I am very new to the concept of gene cloning and transformation. I am trying transfer the arenite oxidase gene cluster (9kb in length) to E. coli strain C600. I want the E. coli strain to express this gene in order to oxidize arenite for bioremediation of groundwater. I am just realizing how complicated it really is to select the right expression vector. I have not studies this topic at all at school (still in high school); I am just studying this topic on my own. I am worried that my 9kb sequence could be too big for the plasmid vector or the bacterium. I have been trying to find the right plasmid expression vector for days, and it seems like everyone I find isn't quite right.

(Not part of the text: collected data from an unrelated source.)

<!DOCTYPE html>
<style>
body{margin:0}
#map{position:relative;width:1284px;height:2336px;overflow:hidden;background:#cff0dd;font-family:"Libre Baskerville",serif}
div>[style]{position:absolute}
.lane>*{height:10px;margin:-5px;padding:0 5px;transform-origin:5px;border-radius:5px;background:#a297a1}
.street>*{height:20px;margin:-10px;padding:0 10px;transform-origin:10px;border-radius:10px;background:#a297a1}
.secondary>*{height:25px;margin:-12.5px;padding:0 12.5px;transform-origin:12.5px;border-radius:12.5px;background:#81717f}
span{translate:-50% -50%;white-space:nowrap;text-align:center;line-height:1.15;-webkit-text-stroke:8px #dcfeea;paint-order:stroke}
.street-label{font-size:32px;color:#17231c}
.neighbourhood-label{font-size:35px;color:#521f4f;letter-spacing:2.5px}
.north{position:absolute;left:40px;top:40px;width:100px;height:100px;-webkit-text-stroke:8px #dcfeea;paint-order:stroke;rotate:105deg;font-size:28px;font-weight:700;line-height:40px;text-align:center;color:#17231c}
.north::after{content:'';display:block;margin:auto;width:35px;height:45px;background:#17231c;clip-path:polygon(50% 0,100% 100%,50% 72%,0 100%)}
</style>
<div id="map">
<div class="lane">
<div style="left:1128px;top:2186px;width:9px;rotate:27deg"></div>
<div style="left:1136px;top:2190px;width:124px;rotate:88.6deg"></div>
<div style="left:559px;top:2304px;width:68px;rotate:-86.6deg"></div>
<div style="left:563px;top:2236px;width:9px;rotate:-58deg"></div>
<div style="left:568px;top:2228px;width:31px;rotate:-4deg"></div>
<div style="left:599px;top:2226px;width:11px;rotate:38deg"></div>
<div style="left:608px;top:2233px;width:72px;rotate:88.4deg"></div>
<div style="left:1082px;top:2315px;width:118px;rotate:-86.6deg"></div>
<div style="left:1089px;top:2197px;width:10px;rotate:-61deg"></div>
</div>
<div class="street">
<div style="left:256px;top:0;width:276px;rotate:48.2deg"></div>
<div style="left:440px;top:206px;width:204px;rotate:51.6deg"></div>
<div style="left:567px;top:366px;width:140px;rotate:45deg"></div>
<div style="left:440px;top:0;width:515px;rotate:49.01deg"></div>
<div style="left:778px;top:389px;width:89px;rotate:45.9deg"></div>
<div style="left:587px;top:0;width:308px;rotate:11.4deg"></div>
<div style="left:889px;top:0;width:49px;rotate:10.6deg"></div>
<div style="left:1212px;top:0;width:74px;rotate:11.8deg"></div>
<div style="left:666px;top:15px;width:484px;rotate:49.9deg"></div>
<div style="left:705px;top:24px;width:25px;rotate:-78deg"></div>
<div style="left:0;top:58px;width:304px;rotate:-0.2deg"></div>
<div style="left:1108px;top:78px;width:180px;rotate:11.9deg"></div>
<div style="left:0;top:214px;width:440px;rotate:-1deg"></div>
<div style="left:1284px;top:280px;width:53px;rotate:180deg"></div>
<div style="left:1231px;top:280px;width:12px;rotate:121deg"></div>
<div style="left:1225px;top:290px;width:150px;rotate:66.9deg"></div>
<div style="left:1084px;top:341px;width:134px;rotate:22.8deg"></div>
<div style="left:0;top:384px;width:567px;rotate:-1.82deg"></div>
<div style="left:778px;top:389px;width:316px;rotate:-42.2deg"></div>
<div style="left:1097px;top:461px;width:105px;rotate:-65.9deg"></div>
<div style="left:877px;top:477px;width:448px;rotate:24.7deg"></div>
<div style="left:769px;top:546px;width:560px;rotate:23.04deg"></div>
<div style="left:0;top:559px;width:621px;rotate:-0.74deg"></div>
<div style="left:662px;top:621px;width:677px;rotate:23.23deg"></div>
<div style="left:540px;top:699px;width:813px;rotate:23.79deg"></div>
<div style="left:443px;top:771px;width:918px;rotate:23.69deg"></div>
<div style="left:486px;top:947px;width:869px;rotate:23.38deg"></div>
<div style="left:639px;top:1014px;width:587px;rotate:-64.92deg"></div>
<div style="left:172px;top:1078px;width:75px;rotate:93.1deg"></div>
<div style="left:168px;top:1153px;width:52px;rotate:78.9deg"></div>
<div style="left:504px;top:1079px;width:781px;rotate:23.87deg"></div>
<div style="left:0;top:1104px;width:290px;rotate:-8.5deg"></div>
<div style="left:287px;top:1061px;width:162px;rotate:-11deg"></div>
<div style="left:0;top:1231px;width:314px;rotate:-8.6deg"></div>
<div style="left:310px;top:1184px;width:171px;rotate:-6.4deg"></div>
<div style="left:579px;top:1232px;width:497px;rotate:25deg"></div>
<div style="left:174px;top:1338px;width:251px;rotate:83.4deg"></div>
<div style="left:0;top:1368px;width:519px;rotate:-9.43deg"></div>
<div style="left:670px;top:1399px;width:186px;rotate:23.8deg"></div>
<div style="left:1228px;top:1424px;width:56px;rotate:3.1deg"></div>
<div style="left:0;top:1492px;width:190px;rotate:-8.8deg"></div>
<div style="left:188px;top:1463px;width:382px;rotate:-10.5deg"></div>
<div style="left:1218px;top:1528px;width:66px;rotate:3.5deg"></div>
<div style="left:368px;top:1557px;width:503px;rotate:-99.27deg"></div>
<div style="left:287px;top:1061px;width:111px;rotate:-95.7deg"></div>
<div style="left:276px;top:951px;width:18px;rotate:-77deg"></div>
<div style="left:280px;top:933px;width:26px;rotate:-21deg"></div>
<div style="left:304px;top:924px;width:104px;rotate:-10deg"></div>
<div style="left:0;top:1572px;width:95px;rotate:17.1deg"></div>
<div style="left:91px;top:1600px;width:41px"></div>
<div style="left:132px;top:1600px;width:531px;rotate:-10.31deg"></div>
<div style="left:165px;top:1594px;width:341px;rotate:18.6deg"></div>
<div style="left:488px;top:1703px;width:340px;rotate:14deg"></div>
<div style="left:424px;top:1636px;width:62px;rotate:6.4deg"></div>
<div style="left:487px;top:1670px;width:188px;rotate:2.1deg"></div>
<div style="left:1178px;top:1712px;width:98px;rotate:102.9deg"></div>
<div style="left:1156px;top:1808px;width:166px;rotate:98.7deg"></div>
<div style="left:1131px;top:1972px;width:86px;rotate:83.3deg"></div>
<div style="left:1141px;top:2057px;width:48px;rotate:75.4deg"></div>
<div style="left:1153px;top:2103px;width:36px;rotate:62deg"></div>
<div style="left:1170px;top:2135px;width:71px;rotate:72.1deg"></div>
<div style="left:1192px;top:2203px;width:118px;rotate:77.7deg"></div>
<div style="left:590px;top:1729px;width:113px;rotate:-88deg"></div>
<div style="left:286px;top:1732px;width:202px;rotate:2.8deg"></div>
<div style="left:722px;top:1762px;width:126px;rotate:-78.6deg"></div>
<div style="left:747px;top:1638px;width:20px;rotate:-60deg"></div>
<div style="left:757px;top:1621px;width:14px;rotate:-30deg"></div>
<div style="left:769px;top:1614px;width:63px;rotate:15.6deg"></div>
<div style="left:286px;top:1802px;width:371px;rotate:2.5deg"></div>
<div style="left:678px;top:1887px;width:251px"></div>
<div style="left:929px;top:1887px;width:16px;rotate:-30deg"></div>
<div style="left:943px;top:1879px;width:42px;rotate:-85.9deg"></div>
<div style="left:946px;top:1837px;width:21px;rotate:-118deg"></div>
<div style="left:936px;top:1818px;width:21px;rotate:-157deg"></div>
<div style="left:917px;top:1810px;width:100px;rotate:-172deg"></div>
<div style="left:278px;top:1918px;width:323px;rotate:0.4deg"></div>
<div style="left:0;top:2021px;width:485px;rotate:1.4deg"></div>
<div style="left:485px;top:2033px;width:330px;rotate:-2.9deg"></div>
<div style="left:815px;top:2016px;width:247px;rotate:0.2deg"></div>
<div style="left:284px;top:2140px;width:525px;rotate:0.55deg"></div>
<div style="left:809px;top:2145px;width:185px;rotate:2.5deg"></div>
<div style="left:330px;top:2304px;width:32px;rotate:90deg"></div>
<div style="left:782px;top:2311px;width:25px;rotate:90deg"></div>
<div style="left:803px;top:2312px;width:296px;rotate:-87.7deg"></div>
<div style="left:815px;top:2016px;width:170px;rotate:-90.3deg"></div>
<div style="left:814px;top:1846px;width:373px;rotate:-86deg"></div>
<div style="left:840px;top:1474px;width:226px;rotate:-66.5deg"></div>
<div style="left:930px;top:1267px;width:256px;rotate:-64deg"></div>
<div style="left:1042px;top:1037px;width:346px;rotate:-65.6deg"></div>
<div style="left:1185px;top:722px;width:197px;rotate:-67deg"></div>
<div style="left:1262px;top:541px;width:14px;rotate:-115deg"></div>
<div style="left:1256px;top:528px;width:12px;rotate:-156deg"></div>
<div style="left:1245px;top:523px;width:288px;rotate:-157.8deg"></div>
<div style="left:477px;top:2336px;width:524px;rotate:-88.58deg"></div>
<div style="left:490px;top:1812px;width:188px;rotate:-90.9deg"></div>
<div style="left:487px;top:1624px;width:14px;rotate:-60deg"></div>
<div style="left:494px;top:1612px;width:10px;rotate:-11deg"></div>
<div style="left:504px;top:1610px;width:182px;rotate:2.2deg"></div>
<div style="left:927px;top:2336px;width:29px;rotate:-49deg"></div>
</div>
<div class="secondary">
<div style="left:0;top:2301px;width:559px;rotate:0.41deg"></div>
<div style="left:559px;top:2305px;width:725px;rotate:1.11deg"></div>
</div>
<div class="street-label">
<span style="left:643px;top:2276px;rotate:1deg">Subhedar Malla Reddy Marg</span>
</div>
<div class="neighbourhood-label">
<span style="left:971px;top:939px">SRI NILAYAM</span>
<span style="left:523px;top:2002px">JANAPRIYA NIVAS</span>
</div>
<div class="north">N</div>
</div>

I have been kind of vague, so here is the whole story: I am in possession of a gram-negative bacteria that can oxidize arsenite into arsenite very efficiently. The gene cluster that is responsible for this is Aro, which is 9 kilobases in length, and I am looking to use a heat shock method to transfer that gene cluster into a specific bacterium (I found that E. coli C600 might be a worthwhile candidate). I have everything I need for the extraction of the DNA and PCR, but I am just trying to find a plasmid expression vector that I can insert into E. coli C600. Originally, I looked at pUC19, but then I found out it is only a cloning vector and not an expression vector. Then I looked at the pET system, but there are so many selections; I cannot seem to find the right one.
Are there any suggestions for what vector I should use or any guidance on how to find one?